Melissa and Vicky’s research has involved talking to surgeons at Glenfield Hospital in Leicester –one of the country’s leading centres for breast cancer care – as well as holding discussions with the fashion industry and patients.

Melissa said: “Immediately post-op, there are issues such as accessibility, wearability, look and how the bra makes you feel.

“Specialist bras at the moment cost between £40 and £100. If you have had a cancer diagnosis, you may not be working. You may have a family to support. You cannot afford to keep buying different bras according to what treatment you are having that week.”

Vicky added: “After treatment, women may have been fitted with drains, there is bleeding, there is painful scarring and there is swelling.

“A lot of ops involve having lymph nodes removed so women have restricted movements in their arms, their armpits, around their chest and their back.

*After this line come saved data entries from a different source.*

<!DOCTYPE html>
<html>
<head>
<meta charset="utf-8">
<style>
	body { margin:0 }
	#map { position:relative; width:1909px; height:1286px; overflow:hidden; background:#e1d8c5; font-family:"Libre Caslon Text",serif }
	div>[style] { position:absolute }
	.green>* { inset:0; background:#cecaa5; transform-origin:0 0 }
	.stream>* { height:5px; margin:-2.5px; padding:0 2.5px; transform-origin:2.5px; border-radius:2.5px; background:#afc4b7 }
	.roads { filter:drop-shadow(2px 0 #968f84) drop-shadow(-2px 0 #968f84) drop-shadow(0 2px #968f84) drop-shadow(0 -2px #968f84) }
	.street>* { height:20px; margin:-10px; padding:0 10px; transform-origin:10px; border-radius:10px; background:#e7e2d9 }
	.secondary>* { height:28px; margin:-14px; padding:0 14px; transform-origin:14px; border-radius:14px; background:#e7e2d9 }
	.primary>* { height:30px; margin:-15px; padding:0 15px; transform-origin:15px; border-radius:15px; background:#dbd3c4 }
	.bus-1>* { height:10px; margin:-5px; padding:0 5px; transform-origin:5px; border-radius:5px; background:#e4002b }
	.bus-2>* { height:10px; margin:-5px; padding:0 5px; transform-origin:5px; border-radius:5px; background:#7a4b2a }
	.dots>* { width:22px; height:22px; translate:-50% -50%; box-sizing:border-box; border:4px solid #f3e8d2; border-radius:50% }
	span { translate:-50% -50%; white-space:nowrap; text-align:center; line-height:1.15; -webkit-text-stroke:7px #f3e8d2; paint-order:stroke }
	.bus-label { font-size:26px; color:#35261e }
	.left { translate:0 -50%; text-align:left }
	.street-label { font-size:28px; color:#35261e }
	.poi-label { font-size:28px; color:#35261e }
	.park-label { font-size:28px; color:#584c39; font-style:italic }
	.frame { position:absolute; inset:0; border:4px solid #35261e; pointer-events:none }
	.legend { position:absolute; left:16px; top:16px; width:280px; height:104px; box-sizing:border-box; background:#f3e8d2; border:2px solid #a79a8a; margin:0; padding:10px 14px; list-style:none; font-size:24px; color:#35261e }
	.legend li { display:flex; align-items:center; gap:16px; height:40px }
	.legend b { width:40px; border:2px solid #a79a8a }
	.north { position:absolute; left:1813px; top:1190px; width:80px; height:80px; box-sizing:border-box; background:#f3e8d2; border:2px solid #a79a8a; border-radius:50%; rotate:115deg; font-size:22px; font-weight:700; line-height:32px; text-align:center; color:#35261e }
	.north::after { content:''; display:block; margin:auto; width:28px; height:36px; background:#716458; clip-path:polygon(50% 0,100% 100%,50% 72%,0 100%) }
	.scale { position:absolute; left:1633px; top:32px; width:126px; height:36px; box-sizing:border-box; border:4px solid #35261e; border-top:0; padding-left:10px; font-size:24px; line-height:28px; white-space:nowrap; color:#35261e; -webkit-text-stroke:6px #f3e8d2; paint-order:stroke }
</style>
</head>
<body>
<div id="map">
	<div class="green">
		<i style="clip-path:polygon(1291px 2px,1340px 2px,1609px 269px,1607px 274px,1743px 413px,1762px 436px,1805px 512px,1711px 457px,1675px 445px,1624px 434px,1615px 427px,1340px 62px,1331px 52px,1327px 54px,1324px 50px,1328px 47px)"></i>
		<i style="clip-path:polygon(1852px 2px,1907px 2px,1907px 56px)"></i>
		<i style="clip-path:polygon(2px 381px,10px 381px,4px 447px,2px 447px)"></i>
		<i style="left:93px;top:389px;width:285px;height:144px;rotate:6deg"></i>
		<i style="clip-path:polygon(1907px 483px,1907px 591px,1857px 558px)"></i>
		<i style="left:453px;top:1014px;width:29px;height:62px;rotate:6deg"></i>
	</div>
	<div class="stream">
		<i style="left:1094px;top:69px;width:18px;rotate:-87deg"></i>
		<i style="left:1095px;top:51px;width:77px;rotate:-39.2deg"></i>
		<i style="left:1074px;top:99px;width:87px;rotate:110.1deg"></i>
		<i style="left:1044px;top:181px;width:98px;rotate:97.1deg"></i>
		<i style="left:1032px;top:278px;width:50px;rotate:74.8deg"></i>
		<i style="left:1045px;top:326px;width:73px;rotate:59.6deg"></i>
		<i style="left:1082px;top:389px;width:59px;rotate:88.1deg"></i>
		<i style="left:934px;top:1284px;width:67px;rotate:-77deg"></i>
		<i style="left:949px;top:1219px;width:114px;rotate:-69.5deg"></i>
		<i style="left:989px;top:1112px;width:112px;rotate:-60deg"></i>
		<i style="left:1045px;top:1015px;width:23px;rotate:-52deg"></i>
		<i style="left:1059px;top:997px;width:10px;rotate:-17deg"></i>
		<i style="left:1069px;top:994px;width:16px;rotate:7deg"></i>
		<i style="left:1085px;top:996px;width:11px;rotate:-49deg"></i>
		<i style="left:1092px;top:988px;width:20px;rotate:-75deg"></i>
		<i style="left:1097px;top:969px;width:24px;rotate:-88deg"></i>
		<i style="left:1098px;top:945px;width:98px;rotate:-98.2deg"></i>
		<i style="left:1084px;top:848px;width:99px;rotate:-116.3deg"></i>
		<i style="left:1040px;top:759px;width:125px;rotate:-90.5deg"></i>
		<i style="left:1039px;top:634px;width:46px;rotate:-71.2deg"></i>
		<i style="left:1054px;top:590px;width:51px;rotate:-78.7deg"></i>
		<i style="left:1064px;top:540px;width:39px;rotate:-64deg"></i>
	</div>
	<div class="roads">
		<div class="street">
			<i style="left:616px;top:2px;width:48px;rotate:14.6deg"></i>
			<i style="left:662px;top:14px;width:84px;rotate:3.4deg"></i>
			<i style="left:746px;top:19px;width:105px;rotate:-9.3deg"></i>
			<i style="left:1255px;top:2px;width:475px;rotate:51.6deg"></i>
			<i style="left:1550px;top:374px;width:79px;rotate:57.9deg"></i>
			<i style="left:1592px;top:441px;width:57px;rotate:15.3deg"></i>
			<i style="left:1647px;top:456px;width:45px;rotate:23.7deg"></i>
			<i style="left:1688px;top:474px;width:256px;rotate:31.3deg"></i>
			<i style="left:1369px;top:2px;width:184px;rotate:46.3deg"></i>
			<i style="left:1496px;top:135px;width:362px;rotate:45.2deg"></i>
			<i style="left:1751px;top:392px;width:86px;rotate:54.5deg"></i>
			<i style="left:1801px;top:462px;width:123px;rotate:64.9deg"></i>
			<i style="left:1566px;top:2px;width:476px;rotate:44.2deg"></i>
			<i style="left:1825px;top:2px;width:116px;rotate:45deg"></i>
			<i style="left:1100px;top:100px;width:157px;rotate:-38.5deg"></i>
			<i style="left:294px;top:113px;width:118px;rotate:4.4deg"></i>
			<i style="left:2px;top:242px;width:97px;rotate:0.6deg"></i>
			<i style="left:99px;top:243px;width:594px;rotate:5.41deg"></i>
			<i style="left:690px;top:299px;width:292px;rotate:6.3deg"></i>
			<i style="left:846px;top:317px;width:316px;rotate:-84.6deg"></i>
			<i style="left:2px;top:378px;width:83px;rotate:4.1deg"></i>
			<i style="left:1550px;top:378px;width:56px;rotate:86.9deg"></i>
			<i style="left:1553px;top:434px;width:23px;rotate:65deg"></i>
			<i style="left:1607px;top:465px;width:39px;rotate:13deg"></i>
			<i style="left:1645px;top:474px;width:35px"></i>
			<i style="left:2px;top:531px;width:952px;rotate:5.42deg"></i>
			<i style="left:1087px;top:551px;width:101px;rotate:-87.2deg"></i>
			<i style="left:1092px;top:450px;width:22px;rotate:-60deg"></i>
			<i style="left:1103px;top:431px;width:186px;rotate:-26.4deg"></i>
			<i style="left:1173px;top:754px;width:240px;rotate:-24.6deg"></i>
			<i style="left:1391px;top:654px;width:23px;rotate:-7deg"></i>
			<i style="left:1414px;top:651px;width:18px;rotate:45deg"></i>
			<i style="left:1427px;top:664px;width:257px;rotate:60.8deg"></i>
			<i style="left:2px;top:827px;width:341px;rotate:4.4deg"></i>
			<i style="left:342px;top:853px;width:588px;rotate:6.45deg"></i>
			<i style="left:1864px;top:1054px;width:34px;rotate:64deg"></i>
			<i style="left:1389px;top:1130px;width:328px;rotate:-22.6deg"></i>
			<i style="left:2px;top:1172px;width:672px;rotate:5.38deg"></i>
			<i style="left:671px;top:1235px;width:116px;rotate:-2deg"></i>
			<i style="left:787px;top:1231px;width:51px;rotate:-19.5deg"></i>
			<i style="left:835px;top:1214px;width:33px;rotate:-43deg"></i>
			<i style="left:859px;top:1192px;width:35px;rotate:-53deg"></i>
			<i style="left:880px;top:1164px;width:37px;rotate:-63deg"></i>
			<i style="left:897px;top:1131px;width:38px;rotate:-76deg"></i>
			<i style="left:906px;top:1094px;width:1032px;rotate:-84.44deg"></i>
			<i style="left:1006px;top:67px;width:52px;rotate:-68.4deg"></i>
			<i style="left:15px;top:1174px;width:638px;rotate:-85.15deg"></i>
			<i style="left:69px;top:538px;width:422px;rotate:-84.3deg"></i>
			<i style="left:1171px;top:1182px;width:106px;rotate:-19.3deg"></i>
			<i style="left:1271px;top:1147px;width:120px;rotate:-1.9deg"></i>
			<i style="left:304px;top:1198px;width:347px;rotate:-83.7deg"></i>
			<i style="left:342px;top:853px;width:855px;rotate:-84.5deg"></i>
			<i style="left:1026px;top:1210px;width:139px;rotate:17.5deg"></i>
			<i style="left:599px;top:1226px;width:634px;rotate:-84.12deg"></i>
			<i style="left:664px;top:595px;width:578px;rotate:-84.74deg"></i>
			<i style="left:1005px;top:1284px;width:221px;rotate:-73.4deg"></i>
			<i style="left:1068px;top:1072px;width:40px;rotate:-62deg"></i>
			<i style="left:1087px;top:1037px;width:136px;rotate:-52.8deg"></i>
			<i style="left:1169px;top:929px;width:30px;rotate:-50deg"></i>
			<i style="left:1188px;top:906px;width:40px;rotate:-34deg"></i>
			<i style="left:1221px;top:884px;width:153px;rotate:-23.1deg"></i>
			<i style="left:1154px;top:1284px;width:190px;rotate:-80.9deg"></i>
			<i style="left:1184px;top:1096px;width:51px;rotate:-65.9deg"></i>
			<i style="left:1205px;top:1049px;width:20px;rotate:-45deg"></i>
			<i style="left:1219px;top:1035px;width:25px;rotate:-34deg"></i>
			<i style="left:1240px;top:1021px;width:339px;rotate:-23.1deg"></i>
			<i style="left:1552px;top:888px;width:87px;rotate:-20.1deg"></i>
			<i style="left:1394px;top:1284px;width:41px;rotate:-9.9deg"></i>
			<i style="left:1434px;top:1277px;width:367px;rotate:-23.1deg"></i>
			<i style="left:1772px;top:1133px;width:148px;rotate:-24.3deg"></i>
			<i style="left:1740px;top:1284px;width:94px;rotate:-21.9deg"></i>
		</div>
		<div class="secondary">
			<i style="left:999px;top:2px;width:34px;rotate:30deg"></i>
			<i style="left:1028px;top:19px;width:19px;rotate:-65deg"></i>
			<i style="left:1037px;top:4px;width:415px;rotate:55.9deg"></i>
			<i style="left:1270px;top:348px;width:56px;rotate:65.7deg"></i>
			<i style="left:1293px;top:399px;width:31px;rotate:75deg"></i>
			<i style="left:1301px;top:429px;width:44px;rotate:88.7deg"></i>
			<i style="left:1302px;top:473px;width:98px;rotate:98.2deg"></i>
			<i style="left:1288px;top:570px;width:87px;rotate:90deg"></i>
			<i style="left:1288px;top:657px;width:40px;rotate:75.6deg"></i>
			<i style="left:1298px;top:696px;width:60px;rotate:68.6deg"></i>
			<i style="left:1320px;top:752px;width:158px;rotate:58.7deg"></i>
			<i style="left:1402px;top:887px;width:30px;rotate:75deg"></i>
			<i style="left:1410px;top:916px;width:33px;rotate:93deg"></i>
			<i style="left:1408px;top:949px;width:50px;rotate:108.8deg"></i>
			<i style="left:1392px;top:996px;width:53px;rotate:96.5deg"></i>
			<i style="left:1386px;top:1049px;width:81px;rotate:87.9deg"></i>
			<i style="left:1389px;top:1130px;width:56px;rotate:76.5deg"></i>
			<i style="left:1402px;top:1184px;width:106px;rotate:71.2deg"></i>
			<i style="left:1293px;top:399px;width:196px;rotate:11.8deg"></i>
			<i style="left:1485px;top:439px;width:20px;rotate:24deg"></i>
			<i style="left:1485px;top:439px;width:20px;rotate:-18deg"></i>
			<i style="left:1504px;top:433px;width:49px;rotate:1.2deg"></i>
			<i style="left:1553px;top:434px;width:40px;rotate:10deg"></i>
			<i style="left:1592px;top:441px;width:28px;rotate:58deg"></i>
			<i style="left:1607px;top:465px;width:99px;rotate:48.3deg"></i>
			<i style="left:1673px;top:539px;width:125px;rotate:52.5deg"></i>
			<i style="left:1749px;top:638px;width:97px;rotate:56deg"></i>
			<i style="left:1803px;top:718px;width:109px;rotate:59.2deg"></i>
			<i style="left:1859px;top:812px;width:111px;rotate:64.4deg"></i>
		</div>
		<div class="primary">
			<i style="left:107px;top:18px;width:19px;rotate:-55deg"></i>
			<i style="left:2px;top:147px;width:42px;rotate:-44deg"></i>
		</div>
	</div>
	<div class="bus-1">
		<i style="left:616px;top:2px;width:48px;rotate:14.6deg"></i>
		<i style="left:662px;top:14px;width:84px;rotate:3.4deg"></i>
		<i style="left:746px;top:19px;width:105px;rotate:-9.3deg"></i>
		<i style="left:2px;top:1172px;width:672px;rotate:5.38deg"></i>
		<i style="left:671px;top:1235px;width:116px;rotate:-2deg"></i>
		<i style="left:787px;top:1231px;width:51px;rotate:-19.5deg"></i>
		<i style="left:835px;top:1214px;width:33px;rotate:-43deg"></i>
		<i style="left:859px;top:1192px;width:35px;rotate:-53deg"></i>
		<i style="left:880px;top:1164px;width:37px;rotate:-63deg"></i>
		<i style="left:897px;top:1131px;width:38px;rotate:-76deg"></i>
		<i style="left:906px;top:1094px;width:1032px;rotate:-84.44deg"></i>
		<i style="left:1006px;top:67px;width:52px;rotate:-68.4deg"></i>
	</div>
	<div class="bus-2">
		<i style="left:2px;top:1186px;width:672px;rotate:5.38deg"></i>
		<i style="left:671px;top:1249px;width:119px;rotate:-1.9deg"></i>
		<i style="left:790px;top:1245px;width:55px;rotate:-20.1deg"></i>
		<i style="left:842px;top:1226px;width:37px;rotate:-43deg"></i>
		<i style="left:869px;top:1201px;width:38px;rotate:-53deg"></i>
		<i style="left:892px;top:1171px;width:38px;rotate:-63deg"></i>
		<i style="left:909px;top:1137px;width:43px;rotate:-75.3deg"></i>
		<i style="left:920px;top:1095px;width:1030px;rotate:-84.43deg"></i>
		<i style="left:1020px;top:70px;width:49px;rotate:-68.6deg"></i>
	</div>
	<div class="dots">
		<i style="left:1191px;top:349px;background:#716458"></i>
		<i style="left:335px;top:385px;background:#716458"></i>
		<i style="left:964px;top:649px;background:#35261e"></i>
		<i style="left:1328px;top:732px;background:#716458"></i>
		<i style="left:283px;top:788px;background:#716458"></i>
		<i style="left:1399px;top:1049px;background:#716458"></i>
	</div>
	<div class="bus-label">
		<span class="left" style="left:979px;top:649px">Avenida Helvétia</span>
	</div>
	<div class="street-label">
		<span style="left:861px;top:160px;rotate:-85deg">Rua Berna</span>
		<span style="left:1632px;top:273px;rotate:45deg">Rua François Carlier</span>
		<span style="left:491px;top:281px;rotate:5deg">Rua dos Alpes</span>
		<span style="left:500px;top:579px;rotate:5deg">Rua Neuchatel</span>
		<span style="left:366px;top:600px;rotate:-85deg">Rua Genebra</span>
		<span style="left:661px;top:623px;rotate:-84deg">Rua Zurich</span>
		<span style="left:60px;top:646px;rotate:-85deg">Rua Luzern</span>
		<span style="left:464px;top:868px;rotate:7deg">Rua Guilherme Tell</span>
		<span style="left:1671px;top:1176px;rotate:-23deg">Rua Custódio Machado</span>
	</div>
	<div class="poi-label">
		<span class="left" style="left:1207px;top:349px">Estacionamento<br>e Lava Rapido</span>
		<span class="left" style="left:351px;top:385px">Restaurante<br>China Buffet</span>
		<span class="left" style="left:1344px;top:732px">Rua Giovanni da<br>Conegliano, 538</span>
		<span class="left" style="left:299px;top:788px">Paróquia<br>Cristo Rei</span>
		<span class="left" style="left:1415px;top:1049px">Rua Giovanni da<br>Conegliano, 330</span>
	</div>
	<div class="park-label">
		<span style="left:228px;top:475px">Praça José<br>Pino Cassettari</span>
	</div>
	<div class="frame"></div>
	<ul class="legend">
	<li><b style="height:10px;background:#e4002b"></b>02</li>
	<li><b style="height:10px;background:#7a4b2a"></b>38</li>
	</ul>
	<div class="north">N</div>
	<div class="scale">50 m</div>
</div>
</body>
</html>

“We want to design something that is easy to put on and take off as well as something that can be worn without the swelling and scarring causing discomfort.

“We also want something that can adapt to these changes so women don’t have to pay £40 pounds or more every time there is swelling or they are undergoing therapy.”

Melissa said: “Not only does it need to be cheaper but it also has to be sustainable too, so there is a lot to take into consideration.

“It is still a taboo subject in the industry but, I have to say, all of the companies we have spoken to are really excited and want to help us.”

Vicky says both she and Melissa have been on an emotional journey so far.

“We desperately want to help these women,” she added. “They want something beautiful and amazing to wear. These are incredibly brave women and it is the least they deserve.

“This is Gillian’s legacy and we are proud to be involved.”